AIM OF THE TASK: Read through the lines below for the string "positions" and copy each one that has it.
SUPPLIED INFORMATION below:
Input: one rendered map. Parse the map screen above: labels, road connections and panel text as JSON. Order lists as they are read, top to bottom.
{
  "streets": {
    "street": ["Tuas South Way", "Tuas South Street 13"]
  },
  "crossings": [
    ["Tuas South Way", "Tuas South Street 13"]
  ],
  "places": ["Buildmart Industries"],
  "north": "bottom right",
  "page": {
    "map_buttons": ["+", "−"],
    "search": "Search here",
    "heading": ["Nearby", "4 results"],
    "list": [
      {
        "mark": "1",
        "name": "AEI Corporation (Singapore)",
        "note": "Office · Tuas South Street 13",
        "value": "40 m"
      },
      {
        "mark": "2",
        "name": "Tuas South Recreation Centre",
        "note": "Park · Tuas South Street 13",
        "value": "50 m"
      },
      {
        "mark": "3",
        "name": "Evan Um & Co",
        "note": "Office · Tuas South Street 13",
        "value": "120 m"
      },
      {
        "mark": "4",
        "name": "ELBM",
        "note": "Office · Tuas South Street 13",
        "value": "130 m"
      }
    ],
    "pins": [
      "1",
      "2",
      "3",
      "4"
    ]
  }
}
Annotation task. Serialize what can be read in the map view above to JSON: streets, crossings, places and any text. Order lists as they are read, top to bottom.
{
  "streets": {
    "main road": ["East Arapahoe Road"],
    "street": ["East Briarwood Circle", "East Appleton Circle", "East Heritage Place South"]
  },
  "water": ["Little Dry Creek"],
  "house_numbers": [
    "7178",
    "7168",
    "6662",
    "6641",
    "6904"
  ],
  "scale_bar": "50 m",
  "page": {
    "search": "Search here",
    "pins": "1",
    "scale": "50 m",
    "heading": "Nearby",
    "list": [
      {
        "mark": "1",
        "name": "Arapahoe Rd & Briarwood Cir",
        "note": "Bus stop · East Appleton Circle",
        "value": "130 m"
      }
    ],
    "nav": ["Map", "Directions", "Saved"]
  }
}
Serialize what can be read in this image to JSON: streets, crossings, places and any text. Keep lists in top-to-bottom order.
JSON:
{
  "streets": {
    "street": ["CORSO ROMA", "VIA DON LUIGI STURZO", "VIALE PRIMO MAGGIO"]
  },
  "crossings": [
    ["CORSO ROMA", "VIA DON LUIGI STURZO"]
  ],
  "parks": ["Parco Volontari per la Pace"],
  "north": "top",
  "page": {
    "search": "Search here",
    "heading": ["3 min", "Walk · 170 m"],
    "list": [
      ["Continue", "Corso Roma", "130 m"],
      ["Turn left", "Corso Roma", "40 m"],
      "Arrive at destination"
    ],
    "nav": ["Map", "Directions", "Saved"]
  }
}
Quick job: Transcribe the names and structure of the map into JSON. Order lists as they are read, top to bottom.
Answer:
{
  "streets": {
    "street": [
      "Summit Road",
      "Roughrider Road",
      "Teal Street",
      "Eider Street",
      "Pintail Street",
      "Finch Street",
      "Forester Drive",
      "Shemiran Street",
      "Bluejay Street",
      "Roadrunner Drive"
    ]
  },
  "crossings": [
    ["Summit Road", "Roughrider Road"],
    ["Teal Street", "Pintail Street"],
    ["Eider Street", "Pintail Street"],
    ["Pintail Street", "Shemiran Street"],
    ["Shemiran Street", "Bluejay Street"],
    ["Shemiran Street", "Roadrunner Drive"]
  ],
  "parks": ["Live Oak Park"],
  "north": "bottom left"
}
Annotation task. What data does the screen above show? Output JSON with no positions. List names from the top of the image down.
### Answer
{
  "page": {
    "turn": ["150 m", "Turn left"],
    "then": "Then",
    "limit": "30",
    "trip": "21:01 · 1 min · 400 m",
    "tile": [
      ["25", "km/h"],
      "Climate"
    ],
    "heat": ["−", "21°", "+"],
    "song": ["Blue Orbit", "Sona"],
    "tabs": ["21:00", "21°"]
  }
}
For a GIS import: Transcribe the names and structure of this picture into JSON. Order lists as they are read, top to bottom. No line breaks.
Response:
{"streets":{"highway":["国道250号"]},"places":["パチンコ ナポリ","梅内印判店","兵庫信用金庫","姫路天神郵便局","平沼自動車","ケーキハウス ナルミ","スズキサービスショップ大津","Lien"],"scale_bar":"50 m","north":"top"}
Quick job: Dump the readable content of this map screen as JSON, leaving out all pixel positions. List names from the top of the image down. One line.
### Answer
End of SUPPLIED INFORMATION.
TASK RESPONSE:
Annotation task. What data does the screen above show? Output JSON with no positions. List names from the top of the image down.
Quick job: Dump the readable content of this map screen as JSON, leaving out all pixel positions. List names from the top of the image down. One line.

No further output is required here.